Dawoud Bey’s 1970s Harlem

The Art Institute of Chicago presents a solo-exhibition of photographer Dawoud Bey‘s 1970s opus, “Harlem, U.S.A.“. The exhibition will run through Sunday, September 2nd.

Mr. Moore’s Bar-B-Que, 125th St. (1976) / Art Institute of Chicago

New York Times

by Gwenda Blair

Published on July 25, 2012

“By the mid-’70s Dawoud Bey was using a single-lens reflex camera and had started taking the Harlem street photographs that would eventually make up the Studio Museum show. Unlike most street photographers he worked slowly, taking few pictures and making an average of only three exposures of each subject.”

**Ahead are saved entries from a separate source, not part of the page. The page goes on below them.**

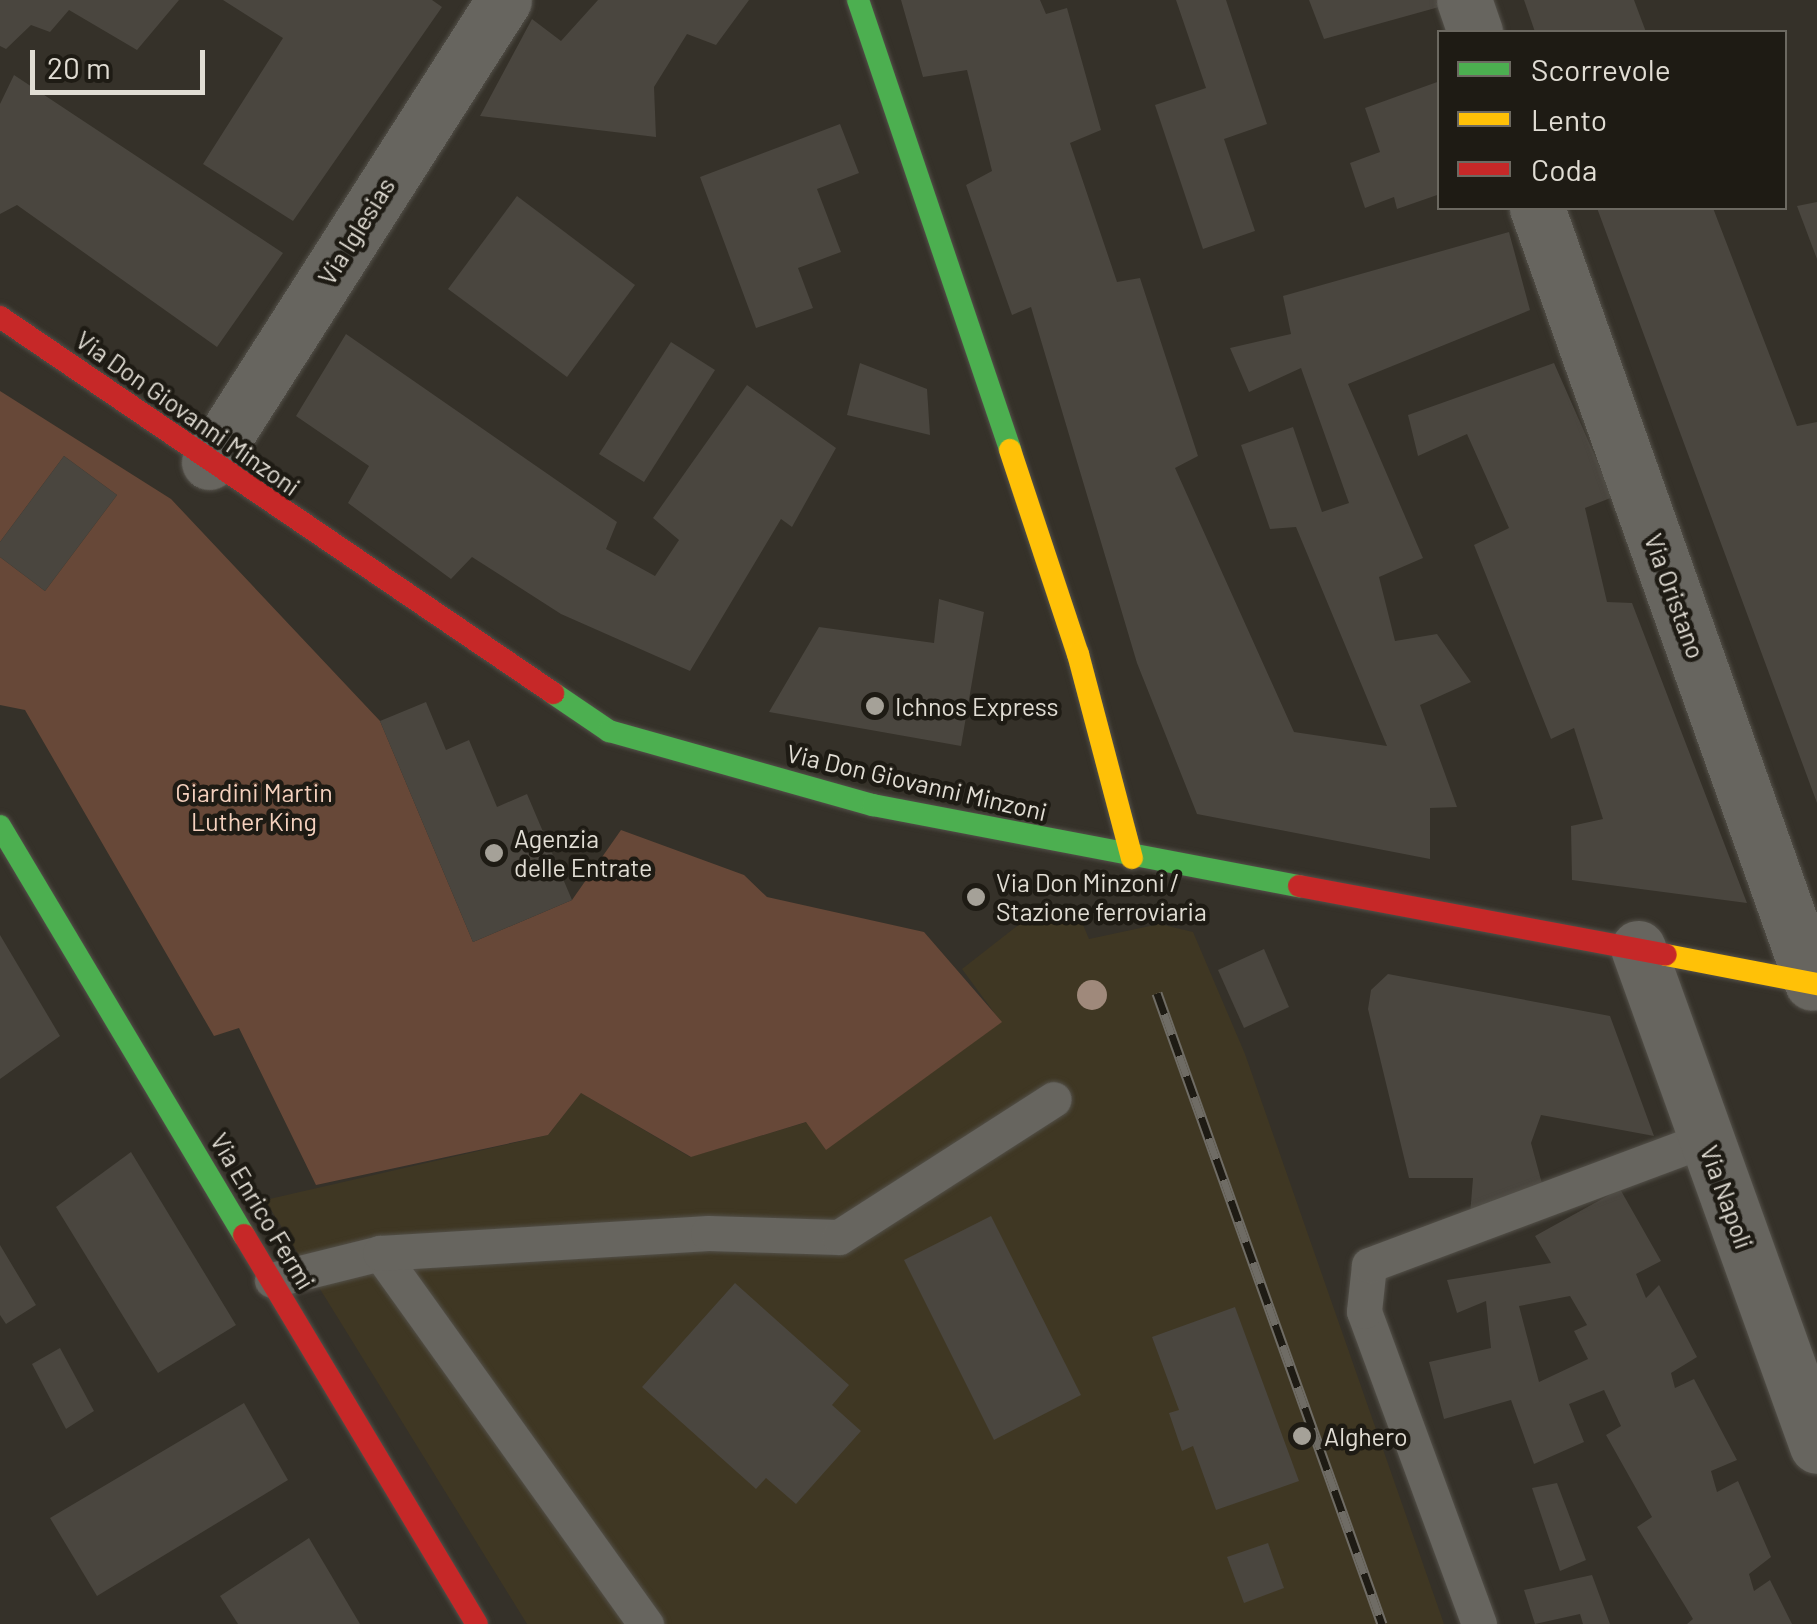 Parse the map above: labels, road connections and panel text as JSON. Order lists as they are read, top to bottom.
{
  "streets": {
    "main road": ["Via Don Giovanni Minzoni", "Via Enrico Fermi"],
    "street": ["Via Iglesias", "Via Oristano", "Via Napoli"]
  },
  "crossings": [
    ["Via Iglesias", "Via Don Giovanni Minzoni"],
    ["Via Don Giovanni Minzoni", "Via Oristano"],
    ["Via Don Giovanni Minzoni", "Via Napoli"]
  ],
  "parks": ["Giardini Martin Luther King"],
  "places": [
    "Ichnos Express",
    "Agenzia delle Entrate",
    "Via Don Minzoni / Stazione ferroviaria",
    "Alghero"
  ],
  "legend": ["Scorrevole", "Lento", "Coda"],
  "scale_bar": "20 m"
} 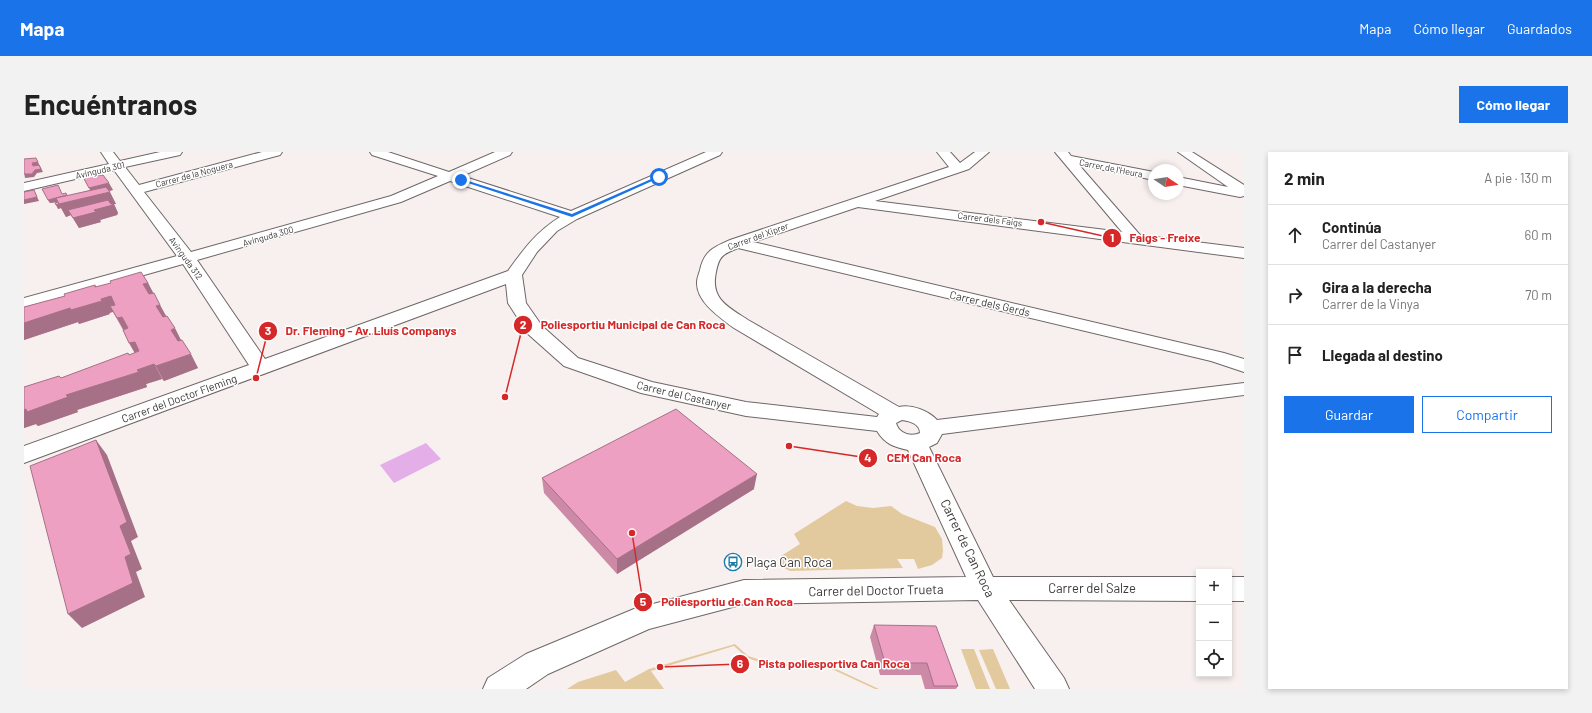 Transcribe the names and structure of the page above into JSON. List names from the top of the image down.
{
  "streets": {
    "street": [
      "Carrer de l'Heura",
      "Avinguda 301",
      "Carrer de la Noguera",
      "Carrer dels Faigs",
      "Avinguda 300",
      "Carrer del Xiprer",
      "Avinguda 312",
      "Carrer dels Gerds",
      "Carrer del Castanyer",
      "Carrer del Doctor Fleming",
      "Carrer de Can Roca",
      "Carrer del Salze",
      "Carrer del Doctor Trueta"
    ]
  },
  "crossings": [
    ["Avinguda 301", "Avinguda 312"],
    ["Carrer de la Noguera", "Avinguda 312"],
    ["Carrer dels Faigs", "Carrer del Xiprer"],
    ["Avinguda 300", "Avinguda 312"],
    ["Carrer del Xiprer", "Carrer dels Gerds"],
    ["Carrer del Xiprer", "Carrer del Castanyer"],
    ["Carrer del Xiprer", "Carrer de Can Roca"],
    ["Avinguda 312", "Carrer del Doctor Fleming"],
    ["Carrer del Castanyer", "Carrer del Doctor Fleming"],
    ["Carrer de Can Roca", "Carrer del Salze"],
    ["Carrer de Can Roca", "Carrer del Doctor Trueta"],
    ["Carrer del Salze", "Carrer del Doctor Trueta"]
  ],
  "places": {
    "other": [
      "Faigs - Freixe",
      "Dr. Fleming - Av. Lluís Companys",
      "Poliesportiu Municipal de Can Roca",
      "CEM Can Roca",
      "Poliesportiu de Can Roca",
      "Pista poliesportiva Can Roca"
    ],
    "bus stop": ["Plaça Can Roca"]
  },
  "north": "right",
  "page": {
    "header": "Mapa",
    "nav": ["Mapa", "Cómo llegar", "Guardados"],
    "buttons": [
      "Cómo llegar",
      ["Guardar", "Compartir"]
    ],
    "title": "Encuéntranos",
    "heading": ["2 min", "A pie · 130 m"],
    "list": [
      ["Continúa", "Carrer del Castanyer", "60 m"],
      ["Gira a la derecha", "Carrer de la Vinya", "70 m"],
      "Llegada al destino"
    ],
    "map_buttons": ["+", "−"]
  }
}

‘I wanted to show people living their lives,’ Dawoud Bey said. ‘But first I had to learn how to insert myself into their social space and make it seem natural.’ The first time he felt he succeeded was in a photograph, included in ‘Harlem USA,’ that shows a middle-aged man in a black overcoat and bowler hat outside a brick row house.”

A Woman Waiting in the Doorway (1976) / Art Institute of Chicago

” ‘I had figured out the geometry of the space and the interlocking shapes,’ Mr. Bey said. ‘But I needed the quirky little gestures of behavior that mark the individual, the stuff you can’t make up. I needed a way to create a momentary connection that would leave viewers feeling they knew this person.’ ”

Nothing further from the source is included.